*** Opening of Extracted entries ***
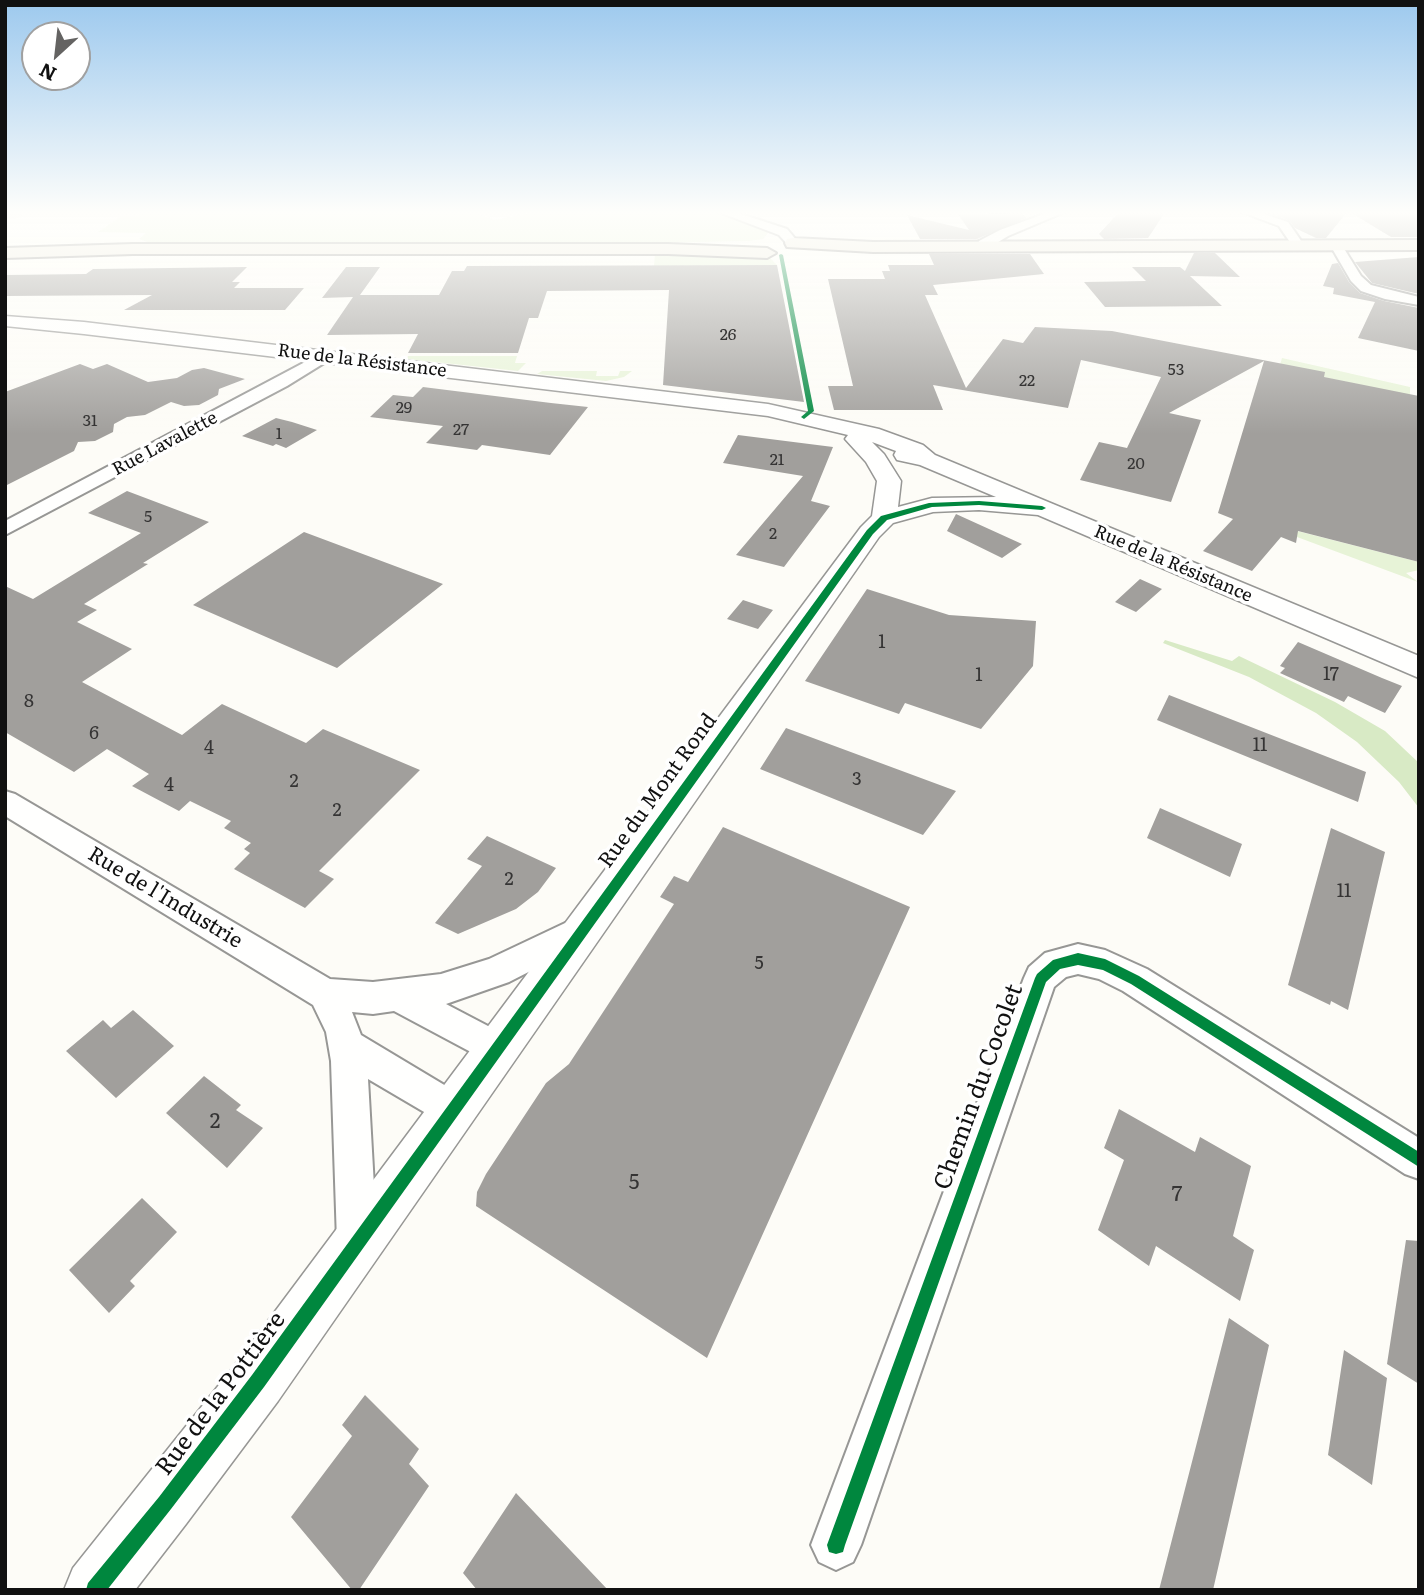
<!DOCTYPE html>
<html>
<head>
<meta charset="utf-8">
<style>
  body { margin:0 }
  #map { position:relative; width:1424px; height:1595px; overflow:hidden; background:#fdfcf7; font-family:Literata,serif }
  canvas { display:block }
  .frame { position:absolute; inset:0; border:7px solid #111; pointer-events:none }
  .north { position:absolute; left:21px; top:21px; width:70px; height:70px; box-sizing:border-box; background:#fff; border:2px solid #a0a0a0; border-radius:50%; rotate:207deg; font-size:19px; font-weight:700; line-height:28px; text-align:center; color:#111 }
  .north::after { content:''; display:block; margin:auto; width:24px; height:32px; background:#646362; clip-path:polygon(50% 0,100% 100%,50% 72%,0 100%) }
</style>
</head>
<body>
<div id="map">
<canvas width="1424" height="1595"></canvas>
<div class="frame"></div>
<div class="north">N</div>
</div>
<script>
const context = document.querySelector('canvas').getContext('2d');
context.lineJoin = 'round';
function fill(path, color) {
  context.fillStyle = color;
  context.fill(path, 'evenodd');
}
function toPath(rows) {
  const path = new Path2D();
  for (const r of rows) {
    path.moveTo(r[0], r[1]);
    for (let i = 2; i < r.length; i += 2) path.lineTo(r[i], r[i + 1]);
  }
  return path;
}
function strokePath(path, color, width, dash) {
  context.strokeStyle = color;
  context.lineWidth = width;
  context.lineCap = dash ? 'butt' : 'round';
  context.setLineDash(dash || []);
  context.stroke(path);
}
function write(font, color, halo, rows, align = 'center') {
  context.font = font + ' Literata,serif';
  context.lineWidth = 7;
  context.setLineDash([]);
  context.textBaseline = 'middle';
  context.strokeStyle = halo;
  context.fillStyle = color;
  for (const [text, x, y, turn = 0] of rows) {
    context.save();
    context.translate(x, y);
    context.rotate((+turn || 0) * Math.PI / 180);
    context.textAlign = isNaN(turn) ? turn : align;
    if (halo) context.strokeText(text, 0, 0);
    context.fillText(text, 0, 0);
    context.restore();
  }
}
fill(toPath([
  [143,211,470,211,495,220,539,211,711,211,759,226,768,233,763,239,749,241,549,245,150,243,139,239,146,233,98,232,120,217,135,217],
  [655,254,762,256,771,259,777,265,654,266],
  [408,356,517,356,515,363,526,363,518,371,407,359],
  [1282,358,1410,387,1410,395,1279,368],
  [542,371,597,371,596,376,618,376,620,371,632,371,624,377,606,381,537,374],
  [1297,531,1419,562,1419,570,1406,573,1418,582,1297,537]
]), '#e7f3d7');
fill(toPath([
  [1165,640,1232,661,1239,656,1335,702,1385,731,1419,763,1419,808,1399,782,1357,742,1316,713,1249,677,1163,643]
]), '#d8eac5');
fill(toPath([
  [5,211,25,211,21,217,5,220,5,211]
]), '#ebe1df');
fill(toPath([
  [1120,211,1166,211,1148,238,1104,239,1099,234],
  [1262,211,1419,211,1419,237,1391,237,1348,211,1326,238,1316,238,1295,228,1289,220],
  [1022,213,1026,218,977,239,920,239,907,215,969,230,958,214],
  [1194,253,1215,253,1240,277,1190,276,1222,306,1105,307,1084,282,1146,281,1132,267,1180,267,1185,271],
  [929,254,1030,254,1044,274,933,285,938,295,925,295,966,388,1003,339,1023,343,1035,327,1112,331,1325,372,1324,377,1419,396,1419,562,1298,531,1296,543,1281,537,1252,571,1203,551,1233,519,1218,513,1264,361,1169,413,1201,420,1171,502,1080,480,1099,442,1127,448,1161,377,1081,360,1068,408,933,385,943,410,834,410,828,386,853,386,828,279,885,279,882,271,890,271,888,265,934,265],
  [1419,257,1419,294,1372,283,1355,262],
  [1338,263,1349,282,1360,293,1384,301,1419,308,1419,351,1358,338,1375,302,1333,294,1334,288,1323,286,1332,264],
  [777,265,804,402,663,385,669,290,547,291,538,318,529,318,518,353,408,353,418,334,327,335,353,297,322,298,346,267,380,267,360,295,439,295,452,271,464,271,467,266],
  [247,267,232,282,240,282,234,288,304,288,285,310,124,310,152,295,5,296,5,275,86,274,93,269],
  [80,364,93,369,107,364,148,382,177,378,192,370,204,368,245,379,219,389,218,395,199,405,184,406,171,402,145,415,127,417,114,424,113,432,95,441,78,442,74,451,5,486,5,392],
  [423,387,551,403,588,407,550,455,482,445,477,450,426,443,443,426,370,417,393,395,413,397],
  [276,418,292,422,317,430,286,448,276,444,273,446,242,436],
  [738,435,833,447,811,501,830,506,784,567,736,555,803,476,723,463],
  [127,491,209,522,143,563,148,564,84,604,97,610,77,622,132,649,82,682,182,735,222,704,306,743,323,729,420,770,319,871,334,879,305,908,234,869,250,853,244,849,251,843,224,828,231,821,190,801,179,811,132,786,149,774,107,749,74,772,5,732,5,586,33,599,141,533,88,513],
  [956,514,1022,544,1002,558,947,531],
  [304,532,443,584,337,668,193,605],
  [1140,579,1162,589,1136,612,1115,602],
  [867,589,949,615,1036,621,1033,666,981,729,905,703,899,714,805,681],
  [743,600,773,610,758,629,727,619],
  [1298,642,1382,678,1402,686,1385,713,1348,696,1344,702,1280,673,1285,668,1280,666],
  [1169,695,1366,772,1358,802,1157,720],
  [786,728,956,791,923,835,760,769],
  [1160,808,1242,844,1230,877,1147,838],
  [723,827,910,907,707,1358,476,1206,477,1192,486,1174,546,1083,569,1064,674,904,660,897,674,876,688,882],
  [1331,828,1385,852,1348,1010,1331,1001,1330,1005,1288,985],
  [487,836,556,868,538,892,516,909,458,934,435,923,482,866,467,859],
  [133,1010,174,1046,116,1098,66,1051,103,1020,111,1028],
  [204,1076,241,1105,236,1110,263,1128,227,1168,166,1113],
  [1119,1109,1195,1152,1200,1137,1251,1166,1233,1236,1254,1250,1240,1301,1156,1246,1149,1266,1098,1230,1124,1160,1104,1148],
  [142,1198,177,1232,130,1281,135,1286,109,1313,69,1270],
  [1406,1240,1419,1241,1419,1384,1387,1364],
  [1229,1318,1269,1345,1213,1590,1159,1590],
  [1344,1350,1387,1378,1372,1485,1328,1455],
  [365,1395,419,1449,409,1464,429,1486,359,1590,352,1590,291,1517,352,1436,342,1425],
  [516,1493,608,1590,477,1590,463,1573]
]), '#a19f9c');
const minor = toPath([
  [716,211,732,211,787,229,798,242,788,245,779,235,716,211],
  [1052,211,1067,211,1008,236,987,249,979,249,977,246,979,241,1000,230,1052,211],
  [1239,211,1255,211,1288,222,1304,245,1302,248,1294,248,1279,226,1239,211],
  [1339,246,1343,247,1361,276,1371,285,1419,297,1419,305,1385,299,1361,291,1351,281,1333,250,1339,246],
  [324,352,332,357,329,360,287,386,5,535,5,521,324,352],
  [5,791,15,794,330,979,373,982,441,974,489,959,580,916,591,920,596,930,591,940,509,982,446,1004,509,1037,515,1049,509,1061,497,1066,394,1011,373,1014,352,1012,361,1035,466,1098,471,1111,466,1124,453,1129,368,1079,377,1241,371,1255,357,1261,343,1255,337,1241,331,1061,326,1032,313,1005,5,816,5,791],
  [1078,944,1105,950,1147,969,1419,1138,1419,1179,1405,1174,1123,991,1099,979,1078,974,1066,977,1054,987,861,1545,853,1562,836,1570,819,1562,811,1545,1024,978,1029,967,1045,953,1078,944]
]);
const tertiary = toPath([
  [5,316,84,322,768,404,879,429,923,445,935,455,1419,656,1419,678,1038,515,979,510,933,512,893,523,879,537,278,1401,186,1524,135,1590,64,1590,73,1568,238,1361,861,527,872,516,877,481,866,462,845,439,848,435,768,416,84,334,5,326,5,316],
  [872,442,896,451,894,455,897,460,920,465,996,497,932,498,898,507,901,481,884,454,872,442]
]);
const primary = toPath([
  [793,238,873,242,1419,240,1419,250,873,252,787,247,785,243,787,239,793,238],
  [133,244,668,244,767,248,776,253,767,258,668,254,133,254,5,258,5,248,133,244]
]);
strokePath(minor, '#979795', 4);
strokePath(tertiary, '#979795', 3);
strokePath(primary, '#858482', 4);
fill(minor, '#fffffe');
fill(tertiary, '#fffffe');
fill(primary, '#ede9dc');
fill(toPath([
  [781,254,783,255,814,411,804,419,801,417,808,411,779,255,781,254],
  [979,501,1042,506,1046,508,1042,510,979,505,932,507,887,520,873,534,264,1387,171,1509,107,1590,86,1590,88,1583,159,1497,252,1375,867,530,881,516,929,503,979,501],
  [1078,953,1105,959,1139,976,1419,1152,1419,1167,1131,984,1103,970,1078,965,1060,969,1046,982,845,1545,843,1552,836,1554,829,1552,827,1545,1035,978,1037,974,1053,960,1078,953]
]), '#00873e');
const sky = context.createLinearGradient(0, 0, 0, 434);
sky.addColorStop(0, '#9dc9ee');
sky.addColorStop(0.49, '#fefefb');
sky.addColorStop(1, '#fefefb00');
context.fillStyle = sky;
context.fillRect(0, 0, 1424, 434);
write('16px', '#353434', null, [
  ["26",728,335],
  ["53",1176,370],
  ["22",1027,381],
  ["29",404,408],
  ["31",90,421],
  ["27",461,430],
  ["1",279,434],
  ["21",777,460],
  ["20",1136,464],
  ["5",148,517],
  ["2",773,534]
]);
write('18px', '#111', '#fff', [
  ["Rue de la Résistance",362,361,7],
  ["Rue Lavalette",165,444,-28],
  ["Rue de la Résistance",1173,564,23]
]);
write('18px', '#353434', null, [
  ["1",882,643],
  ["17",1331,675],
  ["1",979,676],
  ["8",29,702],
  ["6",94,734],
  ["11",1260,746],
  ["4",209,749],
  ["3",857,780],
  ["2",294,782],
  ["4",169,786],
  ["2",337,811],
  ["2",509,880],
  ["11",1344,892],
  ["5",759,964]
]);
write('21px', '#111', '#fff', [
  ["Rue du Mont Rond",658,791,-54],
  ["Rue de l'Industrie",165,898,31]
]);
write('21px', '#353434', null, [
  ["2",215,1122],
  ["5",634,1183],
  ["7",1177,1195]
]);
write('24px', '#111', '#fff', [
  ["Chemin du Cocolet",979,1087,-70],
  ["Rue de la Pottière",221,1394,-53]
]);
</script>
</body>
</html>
*** Close of Extracted entries ***
Goal of the exercise:
Only the lines from the top of the records through the line with "position:absolute; inset:0; border:7px" belong in the copy; write them out exactly, leaving out pictures.

Answer to this task:
<!DOCTYPE html>
<html>
<head>
<meta charset="utf-8">
<style>
  body { margin:0 }
  #map { position:relative; width:1424px; height:1595px; overflow:hidden; background:#fdfcf7; font-family:Literata,serif }
  canvas { display:block }
  .frame { position:absolute; inset:0; border:7px solid #111; pointer-events:none }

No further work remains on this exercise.